-- Opening Marker --

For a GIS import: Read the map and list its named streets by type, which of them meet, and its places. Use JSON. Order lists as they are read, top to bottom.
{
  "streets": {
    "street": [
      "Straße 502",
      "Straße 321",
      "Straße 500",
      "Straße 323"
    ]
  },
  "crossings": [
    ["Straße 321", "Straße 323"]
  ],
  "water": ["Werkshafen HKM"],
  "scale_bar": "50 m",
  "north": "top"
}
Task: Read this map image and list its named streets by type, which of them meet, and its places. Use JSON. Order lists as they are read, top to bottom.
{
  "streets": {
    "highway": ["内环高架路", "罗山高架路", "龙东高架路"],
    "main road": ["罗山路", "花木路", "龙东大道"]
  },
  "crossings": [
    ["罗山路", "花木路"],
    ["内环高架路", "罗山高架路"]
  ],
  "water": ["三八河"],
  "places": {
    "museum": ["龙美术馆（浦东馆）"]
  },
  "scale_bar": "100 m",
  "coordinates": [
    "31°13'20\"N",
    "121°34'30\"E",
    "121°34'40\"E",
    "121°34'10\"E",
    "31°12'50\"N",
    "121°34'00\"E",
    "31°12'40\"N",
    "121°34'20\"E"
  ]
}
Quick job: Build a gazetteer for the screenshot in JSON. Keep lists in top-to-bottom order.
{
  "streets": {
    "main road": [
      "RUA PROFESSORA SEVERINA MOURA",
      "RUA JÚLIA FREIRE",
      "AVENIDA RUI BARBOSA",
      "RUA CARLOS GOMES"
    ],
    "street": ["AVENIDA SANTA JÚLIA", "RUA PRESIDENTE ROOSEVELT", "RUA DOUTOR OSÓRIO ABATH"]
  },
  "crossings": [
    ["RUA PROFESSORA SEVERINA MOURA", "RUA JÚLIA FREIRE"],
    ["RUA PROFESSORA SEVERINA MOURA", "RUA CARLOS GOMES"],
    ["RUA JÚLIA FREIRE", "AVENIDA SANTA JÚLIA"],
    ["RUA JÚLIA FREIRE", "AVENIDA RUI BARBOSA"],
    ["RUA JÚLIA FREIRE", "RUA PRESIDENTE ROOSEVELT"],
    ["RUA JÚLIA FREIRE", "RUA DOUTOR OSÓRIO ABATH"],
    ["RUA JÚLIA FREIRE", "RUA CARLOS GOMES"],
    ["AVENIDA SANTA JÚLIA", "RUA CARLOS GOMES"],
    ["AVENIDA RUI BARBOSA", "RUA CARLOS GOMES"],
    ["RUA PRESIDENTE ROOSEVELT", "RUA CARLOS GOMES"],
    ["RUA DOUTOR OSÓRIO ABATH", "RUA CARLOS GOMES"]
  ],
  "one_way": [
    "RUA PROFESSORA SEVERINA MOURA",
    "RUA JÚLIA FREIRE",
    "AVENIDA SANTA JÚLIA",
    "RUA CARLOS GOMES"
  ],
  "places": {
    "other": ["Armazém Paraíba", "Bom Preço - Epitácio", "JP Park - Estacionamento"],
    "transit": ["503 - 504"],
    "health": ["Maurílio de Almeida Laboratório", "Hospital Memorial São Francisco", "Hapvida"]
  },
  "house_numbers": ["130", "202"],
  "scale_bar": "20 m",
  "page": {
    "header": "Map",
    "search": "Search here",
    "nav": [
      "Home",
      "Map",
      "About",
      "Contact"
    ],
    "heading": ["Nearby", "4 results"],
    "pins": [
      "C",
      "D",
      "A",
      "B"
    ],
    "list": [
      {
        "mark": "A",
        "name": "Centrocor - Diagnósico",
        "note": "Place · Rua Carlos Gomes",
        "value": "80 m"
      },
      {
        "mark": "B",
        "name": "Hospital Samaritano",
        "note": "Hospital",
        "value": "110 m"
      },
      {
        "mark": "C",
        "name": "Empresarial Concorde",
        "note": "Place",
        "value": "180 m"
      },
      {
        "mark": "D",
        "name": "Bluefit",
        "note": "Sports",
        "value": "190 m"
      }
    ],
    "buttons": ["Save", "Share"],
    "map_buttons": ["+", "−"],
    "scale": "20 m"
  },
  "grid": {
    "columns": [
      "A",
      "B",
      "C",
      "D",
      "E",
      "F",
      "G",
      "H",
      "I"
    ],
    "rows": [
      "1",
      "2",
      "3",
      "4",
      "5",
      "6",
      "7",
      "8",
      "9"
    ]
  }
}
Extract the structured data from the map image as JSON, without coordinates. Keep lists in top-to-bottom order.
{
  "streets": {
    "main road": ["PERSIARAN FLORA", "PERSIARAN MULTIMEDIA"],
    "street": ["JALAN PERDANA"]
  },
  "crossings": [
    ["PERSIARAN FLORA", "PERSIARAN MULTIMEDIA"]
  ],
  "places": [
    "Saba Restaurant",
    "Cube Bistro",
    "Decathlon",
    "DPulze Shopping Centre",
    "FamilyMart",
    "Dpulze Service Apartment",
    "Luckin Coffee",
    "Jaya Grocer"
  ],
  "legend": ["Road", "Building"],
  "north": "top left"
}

-- Closing Marker --

**GOAL OF THE EXERCISE**
The lines to quote run from the one containing "Extract the structured" through the final line of the material above; please give them exactly, both ends included, and nothing else.

**ANSWER BELOW**
Extract the structured data from the map image as JSON, without coordinates. Keep lists in top-to-bottom order.
{
  "streets": {
    "main road": ["PERSIARAN FLORA", "PERSIARAN MULTIMEDIA"],
    "street": ["JALAN PERDANA"]
  },
  "crossings": [
    ["PERSIARAN FLORA", "PERSIARAN MULTIMEDIA"]
  ],
  "places": [
    "Saba Restaurant",
    "Cube Bistro",
    "Decathlon",
    "DPulze Shopping Centre",
    "FamilyMart",
    "Dpulze Service Apartment",
    "Luckin Coffee",
    "Jaya Grocer"
  ],
  "legend": ["Road", "Building"],
  "north": "top left"
}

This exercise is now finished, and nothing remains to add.